Au-delà du sport et de la course en elle-même, la Formule 1 représente tout un tas de records dans divers domaines. Si certains comme Lewis Hamilton ou Max Verstappen brisent les plus prestigieux, d’autres en détiennent de moins enviables… Nous allons ainsi revenir sur ces records dont personne ne veut, et cette fois focus sur Luca Badoer, pour qui la zone des points fut un rêve inaccessible…

Nombreux furent les pilotes italiens à tenter leur chance en Formule 1 notamment jusqu’au début des années 2000, mais rares étaient ceux qui se faisaient une place au soleil. Dans les années 90, la plupart d’entre eux échouaient dans des écuries de seconde zone comme Minardi ou la Scuderia Italia, et Luca Badoer ne fit pas exception à la règle.
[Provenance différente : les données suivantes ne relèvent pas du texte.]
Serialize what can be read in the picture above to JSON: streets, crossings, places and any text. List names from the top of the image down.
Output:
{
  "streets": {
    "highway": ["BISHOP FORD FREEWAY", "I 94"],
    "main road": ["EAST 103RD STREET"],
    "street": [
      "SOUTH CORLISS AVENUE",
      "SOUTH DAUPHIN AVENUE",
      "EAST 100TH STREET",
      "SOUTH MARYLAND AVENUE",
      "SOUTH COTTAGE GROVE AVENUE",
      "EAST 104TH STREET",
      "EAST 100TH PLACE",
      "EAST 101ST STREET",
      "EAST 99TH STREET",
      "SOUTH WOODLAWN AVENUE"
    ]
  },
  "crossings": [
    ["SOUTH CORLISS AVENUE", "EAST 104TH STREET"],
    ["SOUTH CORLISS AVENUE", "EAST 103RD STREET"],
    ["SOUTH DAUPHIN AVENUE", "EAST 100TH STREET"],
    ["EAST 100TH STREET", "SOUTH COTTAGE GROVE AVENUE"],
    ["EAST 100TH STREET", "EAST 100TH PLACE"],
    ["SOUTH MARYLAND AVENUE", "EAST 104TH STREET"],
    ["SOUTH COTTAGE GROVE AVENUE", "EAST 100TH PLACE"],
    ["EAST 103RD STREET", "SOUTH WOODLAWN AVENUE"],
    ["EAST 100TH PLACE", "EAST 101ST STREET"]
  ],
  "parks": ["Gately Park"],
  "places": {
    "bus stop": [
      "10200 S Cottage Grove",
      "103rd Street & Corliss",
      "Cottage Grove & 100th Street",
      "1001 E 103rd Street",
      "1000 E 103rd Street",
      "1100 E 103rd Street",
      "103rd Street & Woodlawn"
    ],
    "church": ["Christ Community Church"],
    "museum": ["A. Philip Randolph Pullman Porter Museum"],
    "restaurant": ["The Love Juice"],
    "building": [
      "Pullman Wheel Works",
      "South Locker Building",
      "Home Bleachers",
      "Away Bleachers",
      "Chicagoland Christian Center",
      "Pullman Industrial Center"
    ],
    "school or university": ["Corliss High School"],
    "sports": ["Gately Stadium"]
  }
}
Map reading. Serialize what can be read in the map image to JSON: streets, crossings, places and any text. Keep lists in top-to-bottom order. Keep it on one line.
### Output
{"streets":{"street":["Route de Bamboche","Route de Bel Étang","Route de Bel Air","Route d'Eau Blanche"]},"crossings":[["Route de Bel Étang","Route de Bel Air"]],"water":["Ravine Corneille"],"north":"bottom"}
Né en 1971 à Montebelluna en Vénétie, le parcours de Luca jusqu’à la Formule 1 est assez classique. Comme tous les pilotes de cette époque, il se fait tout d’abord un nom en karting en devenant champion national à trois reprises entre 1986 et 1988. Fort de ses succès, il accède à la monoplace et domine de nouveau le championnat national en 1990 et 1991, mais cette fois en Formule 3.

Toutefois, c’est la saison 1992 qui le révèle aux yeux du paddock de la Formule 1. Il débute alors en Formule 3000 chez Crypton Racing aux côtés de Michael Bartels, qui sort de quatre non-qualifications pour Lotus dans la discipline reine. L’Allemand ne pourra rien faire face au brio de son jeune coéquipier, qui remporte pas moins de cinq courses et le titre alors qu’il est rookie ! Badoer est ainsi quasiment assuré de courir en Formule 1 en 1993… mais où ?

Luca Badoer - 1993

Finalement, ses débuts ont lieu avec la Scuderia Italia, qui s’est séparée de Dallara et qui confie la construction d’une nouvelle voiture à Lola. Il est qui plus est associé au vétéran Michele Alboreto, vice-champion du monde 1985 et qui arpente désormais les fonds de grille plus que les podiums… Malheureusement pour les deux pilotes transalpins, la Lola T93/30 est un ratage total. Elle ne laisse aucune chance de briller à ses pilotes tant elle se traîne à plusieurs secondes des Williams et autres McLaren. Badoer parvient cependant à terminer septième à Saint-Marin, et il ne le sait pas encore, mais cela restera son meilleur résultat en Grand Prix.

La Scuderia Italia ne termine même pas la saison 1993 afin de fusionner avec Minardi et essayer d’avoir une écurie correcte plutôt que deux écuries en fond de grille. Toutefois, Benetton lui offre une superbe chance avec un test pour une possible titularisation en tant que coéquipier de Michael Schumacher. Hélas, le rêve vire au cauchemar puisque l’Italien termine dans le mur sa saison 1994 avant même de l’avoir commencée. Le Finlandais J.J.Lehto lui est alors préféré… et il ne marque qu’un point, mal remis d’un gros accident en essais. Badoer lui se retrouve pilote d’essais pour Minardi, qui préfère l’expérience d’Alboreto.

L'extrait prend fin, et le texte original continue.